Roland hat erst gerade auf den A330 umgeschult. Er ist jung, hat 2004 seine Matur gemacht. Da war die Swissair bereits Geschichte. Sein Training ist noch nicht abgeschlossen. Hinter uns sitzt ein Instruktor und verfolgt aufmerksam das Geschehen. Dabei konzentriert er sich vor allem auf Roland, der seinen Line-Check absolviert und der seine Sache ausgezeichnet macht. Seit neun Stunden sind wir bereits in der Luft. Wenn sich die Jetstreams über dem Nordatlantik halten, werden wir morgen Nacht leichten Flügels nach Zürich sausen.

„Swiss 14E turn further right Heading 020, follow Localizer runway 04R and maintain 180kts till Ebbee“. Wir drehen weiter und armieren den Autopiloten. Drei Meilen vor uns tuckelt ein A320 einer amerikanischen Airline, hinter uns folgt, im gleichen Abstand, eine Maschine der EL AL. Wieder rütteln Böen am Flugzeug. Es wär, als würden sie uns nach langer Flugzeit mahnen, nicht einzuschlafen, wach und konzentriert zu bleiben, bis dass wir an unserem Parkplatz angelangt und die Triebwerke abgestellt sind.

Eigentlich wäre dies ja mein freier Tag. Ich könnte entspannt in unserer Wohnung sitzen und lesen, dösen, Radio hören, mich um Regen und Böen in New York foutieren. Am Donnerstag hätte ich nach Tokyo fliegen sollen. So wars ursprünglich vorgesehen. Franziska weilt noch immer auf Freundschaftsbesuch in Doha. Ich versuche, das familiäre Rest-Equilibrium aufrechtzuerhalten. Heute beispielsweise hatte ich die Absicht, für Nina und eine ihrer Freundinnen nach der Schule Mittagessen zu kochen. Ein bescheidenes, einfaches Mahl (mehr kann ich nicht) ohne Salat (meine Sauce...).

Roland hat den Flieger sauber auf der ILS stabilisiert.
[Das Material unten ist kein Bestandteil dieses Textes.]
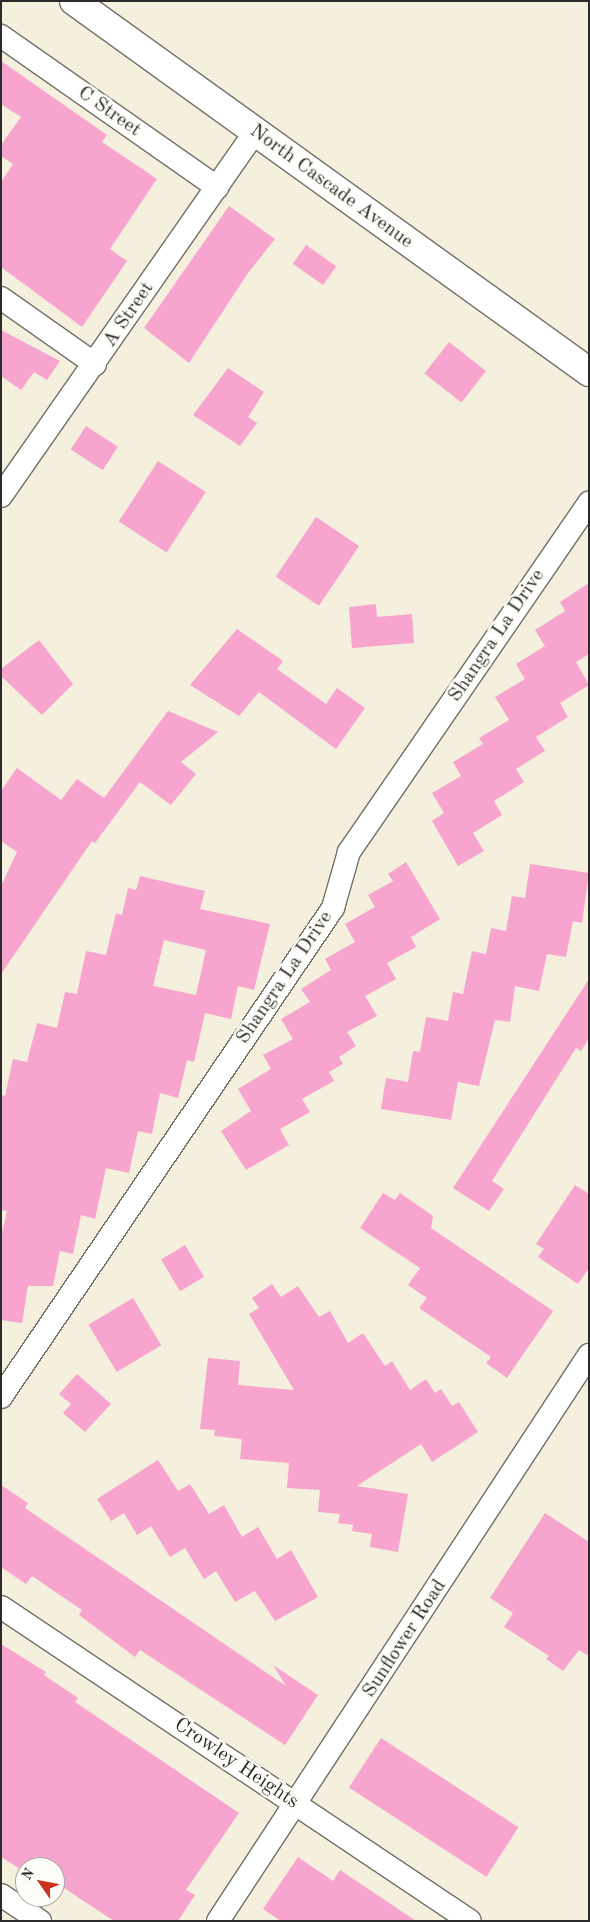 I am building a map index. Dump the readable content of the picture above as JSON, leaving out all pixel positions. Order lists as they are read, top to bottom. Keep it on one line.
{"streets":{"street":["C Street","North Cascade Avenue","A Street","Shangra La Drive","Sunflower Road","Crowley Heights"]},"crossings":[["C Street","A Street"],["North Cascade Avenue","A Street"],["Sunflower Road","Crowley Heights"]],"north":"top left"} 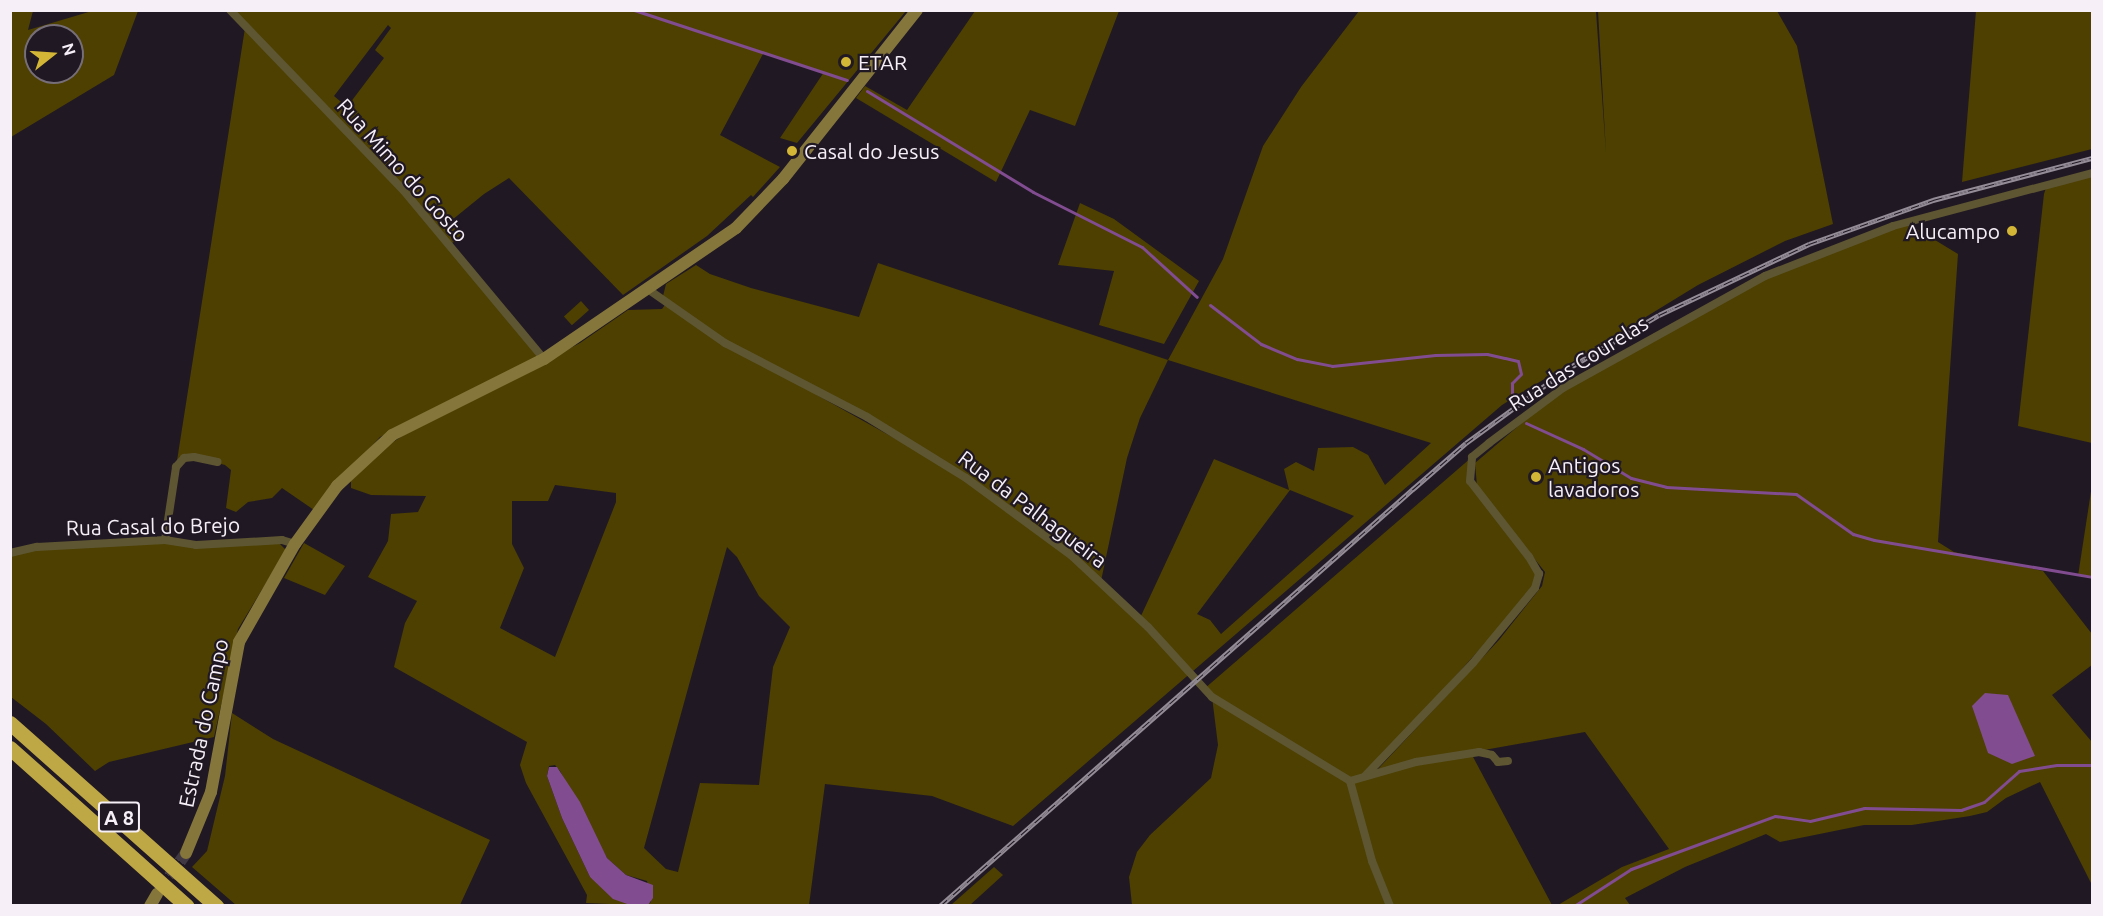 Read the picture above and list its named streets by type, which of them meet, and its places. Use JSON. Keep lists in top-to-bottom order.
{
  "streets": {
    "highway": ["A 8"],
    "street": [
      "Rua Mimo do Gosto",
      "Rua das Courelas",
      "Rua da Palhagueira",
      "Rua Casal do Brejo",
      "Estrada do Campo"
    ]
  },
  "crossings": [
    ["Rua Mimo do Gosto", "Estrada do Campo"],
    ["Rua da Palhagueira", "Estrada do Campo"],
    ["Rua Casal do Brejo", "Estrada do Campo"]
  ],
  "places": [
    "ETAR",
    "Casal do Jesus",
    "Alucampo",
    "Antigos lavadoros"
  ],
  "north": "right"
}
Aufgrund des starken Gegenwindes erhöht der Bordcomputer unsere Anfluggeschwindigkeit um satte 25 Knoten. Das wird sich später noch ändern. Nochmals durch einen Regensack, dann tauchen am Horizont die Pistenlichter auf. Es wird Rolands erste Landung in New York. Sein erster Besuch im „Big Apple“ überhaupt. Er schaltet den Autopiloten aus und ich starte meinen Scheibenwischer, der in der Folge mit regelmässigem Surren wie ein Irrer auf meiner Frontscheibe hin- und herfegt.

Der Anruf vom Crew Control kam unerwartet. Am Dienstagabend, ich sass gerade in einem Café und wartete auf Nina. Der Kollege am anderen Ende der Leitung wirkte etwas verloren. Es würden Kapitäne für drei A330-Flüge vom Mittwoch fehlen, erklärte er. Ob ich allenfalls gewillt wäre, auszuhelfen. Da sass ich Unschuldiger nun, und hatte unvermittelt die Wahl zwischen vier Flügen: Mumbai, Delhi oder New York am Mittwoch, oder mein ursprünglich geplanterTokyo vom Donnerstag. Zuerst wollte ich wissen, wie ein Wechsel meine anstehenden Ferien beeinflussen würde. „Kein Problem“, meinte der Suchende vom Crew Control. „Sie sind früher zurück und haben länger frei vor den Ferien“. Mit Speck fängt man Mäuse. Ich versuchte abzuwägen: Kinder, Ferien, Freitage, Fukushima, indische Kopfmassage oder Central Park – dann entschied ich mich spontan für New York.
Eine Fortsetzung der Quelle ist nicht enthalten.